- _TASK STATEMENT_:
Exactly as written, copy the lines of the data below from the first through the one containing "ctx.lineJoin = 'round';".

- _MATERIAL FOR THIS EXERCISE_:
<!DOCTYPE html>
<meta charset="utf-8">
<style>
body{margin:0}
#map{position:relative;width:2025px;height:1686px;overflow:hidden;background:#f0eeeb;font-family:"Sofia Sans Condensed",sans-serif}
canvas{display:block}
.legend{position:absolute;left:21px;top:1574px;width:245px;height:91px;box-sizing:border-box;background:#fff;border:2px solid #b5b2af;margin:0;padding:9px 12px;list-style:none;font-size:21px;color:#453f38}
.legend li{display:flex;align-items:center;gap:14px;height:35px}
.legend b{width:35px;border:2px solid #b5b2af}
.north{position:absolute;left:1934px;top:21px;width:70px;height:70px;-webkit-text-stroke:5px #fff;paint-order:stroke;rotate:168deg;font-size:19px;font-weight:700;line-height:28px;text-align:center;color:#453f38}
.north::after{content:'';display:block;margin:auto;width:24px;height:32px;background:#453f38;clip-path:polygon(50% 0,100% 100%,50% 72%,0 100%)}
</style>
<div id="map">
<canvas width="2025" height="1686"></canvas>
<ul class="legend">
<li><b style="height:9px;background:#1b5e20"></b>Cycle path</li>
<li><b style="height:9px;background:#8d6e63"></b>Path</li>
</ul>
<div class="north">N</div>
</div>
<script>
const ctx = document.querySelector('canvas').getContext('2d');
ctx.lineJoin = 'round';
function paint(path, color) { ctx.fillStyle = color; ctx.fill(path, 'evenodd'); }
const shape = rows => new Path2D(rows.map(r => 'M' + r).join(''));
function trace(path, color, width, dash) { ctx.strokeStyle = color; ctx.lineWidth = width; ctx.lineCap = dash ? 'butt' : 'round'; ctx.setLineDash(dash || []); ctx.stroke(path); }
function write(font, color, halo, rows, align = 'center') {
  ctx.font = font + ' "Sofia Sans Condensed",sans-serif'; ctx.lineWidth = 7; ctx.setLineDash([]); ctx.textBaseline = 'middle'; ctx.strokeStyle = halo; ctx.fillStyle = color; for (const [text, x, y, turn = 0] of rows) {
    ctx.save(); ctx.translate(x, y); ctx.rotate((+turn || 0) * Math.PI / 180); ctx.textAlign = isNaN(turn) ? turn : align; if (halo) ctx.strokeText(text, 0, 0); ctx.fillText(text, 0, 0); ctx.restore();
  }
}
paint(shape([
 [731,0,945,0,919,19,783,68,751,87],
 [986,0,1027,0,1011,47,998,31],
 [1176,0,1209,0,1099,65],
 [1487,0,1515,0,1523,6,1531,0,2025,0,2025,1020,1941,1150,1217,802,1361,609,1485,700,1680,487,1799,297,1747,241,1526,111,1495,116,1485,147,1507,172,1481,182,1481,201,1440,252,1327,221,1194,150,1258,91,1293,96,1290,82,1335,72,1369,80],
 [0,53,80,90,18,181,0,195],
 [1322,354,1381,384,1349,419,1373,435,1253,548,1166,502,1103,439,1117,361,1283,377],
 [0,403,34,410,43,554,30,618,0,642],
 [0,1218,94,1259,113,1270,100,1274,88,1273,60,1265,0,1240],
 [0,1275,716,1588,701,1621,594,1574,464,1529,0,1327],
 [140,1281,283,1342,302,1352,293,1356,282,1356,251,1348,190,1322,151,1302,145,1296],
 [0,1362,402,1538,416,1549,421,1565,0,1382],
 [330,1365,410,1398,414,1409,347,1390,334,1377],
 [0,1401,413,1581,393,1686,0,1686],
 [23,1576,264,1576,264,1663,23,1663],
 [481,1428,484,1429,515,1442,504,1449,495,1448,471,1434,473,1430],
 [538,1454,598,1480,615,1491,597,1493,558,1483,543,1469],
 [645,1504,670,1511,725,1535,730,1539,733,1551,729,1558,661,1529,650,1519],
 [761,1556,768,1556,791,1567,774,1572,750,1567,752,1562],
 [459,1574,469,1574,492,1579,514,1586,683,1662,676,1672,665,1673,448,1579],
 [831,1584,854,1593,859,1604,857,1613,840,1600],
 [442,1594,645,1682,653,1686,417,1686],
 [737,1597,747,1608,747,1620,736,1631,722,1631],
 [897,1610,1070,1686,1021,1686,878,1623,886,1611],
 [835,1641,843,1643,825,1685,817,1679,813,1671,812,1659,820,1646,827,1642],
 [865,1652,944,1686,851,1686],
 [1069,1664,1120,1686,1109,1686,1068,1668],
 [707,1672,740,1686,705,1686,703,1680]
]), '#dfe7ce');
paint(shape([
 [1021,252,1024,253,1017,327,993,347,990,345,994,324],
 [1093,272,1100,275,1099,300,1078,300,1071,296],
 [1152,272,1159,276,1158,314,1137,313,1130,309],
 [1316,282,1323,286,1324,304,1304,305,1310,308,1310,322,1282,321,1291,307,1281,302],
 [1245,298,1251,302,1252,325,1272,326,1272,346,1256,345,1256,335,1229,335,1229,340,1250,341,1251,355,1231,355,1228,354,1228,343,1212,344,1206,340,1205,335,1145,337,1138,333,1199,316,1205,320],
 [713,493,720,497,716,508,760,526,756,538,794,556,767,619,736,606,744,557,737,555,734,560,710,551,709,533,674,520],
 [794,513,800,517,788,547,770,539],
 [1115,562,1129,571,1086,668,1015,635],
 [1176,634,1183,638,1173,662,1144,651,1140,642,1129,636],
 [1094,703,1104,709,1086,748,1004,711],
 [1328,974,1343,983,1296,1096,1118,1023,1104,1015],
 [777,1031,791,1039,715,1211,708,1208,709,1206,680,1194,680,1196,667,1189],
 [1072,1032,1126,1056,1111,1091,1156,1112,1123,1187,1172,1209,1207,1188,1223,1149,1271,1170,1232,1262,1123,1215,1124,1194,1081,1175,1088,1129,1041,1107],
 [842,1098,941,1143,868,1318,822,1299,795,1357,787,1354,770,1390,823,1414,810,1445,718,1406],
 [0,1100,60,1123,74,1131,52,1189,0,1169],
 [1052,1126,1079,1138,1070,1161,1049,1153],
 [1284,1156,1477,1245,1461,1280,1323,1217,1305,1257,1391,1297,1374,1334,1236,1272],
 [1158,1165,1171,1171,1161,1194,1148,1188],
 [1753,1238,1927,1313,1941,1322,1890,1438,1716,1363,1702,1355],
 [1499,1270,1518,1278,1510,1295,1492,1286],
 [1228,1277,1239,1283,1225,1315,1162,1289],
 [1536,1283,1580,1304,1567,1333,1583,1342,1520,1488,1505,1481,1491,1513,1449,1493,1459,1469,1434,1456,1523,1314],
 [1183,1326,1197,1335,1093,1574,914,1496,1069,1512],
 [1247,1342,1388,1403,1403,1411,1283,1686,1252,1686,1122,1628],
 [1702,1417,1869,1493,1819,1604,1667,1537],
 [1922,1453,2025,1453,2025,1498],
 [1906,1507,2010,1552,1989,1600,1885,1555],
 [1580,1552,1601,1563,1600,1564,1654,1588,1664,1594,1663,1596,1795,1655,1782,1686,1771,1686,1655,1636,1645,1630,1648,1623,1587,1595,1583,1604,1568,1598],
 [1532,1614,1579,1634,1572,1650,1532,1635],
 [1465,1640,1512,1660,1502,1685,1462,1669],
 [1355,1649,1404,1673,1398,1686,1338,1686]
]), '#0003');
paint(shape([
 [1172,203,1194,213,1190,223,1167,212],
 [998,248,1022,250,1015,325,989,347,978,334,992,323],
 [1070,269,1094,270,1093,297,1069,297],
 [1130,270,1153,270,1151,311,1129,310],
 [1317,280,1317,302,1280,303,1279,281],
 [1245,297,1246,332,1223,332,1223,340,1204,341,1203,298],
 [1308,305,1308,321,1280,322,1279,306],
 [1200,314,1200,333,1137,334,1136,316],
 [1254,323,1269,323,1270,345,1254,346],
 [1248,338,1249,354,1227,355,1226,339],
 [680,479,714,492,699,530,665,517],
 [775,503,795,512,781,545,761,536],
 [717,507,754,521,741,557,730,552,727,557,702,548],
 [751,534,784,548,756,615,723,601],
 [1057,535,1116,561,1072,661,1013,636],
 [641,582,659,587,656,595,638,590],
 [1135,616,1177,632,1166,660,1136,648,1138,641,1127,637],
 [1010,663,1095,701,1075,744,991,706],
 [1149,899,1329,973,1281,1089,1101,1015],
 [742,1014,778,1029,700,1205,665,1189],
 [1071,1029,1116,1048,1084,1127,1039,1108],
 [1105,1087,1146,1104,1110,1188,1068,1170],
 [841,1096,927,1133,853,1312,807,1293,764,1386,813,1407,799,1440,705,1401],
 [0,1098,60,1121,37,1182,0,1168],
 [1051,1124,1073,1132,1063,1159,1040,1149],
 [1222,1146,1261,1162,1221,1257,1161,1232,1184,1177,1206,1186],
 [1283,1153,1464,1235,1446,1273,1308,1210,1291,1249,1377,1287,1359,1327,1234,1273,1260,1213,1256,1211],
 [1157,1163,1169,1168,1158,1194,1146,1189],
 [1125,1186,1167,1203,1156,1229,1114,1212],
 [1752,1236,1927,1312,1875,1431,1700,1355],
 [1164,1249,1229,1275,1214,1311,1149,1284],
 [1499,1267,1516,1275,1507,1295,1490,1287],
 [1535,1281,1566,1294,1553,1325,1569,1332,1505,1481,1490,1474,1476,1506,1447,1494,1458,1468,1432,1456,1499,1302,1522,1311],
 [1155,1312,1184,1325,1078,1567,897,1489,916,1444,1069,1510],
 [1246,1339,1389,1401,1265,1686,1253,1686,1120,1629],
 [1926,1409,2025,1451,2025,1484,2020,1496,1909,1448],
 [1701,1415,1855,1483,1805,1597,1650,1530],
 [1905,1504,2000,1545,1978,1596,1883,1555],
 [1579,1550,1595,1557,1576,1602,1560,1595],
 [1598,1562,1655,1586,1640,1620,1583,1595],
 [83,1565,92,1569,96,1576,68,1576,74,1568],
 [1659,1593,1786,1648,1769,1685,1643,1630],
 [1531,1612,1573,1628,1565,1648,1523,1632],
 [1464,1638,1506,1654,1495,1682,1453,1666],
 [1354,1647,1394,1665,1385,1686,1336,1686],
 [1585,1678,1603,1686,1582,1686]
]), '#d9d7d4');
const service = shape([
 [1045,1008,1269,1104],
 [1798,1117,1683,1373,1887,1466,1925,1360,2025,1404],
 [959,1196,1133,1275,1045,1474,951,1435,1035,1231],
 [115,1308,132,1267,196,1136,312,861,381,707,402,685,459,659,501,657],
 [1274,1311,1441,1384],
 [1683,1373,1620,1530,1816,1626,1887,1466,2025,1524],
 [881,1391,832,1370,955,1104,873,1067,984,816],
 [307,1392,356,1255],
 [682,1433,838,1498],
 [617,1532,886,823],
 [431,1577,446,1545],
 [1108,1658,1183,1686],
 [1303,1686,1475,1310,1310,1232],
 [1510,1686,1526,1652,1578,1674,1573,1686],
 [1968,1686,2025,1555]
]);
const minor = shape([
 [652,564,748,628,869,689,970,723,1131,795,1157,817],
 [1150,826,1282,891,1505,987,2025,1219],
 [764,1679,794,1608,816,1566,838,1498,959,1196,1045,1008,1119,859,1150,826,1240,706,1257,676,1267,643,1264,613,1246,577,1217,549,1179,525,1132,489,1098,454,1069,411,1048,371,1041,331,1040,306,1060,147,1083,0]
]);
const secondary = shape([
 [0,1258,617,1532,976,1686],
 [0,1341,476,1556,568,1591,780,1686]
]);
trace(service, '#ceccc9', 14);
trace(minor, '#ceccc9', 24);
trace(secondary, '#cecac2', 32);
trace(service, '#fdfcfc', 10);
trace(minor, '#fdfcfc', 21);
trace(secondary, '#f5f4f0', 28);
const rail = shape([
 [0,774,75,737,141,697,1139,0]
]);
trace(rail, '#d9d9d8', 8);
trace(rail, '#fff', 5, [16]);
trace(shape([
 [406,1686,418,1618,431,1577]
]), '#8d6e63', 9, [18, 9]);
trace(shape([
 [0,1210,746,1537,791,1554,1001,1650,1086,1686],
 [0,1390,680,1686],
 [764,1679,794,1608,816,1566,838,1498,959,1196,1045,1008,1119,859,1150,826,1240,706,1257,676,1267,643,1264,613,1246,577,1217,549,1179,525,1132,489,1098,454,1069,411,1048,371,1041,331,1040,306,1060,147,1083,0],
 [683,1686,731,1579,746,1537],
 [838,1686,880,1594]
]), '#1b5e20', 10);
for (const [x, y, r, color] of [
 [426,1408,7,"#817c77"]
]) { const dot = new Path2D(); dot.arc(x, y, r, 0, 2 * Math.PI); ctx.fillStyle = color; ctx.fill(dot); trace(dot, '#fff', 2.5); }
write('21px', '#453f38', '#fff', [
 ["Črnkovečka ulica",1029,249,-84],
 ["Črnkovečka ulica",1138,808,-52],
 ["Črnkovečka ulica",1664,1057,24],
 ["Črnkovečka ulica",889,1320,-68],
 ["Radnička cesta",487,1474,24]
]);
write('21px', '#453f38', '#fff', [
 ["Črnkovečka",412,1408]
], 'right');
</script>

- _WRITTEN RESPONSE_:
<!DOCTYPE html>
<meta charset="utf-8">
<style>
body{margin:0}
#map{position:relative;width:2025px;height:1686px;overflow:hidden;background:#f0eeeb;font-family:"Sofia Sans Condensed",sans-serif}
canvas{display:block}
.legend{position:absolute;left:21px;top:1574px;width:245px;height:91px;box-sizing:border-box;background:#fff;border:2px solid #b5b2af;margin:0;padding:9px 12px;list-style:none;font-size:21px;color:#453f38}
.legend li{display:flex;align-items:center;gap:14px;height:35px}
.legend b{width:35px;border:2px solid #b5b2af}
.north{position:absolute;left:1934px;top:21px;width:70px;height:70px;-webkit-text-stroke:5px #fff;paint-order:stroke;rotate:168deg;font-size:19px;font-weight:700;line-height:28px;text-align:center;color:#453f38}
.north::after{content:'';display:block;margin:auto;width:24px;height:32px;background:#453f38;clip-path:polygon(50% 0,100% 100%,50% 72%,0 100%)}
</style>
<div id="map">
<canvas width="2025" height="1686"></canvas>
<ul class="legend">
<li><b style="height:9px;background:#1b5e20"></b>Cycle path</li>
<li><b style="height:9px;background:#8d6e63"></b>Path</li>
</ul>
<div class="north">N</div>
</div>
<script>
const ctx = document.querySelector('canvas').getContext('2d');
ctx.lineJoin = 'round';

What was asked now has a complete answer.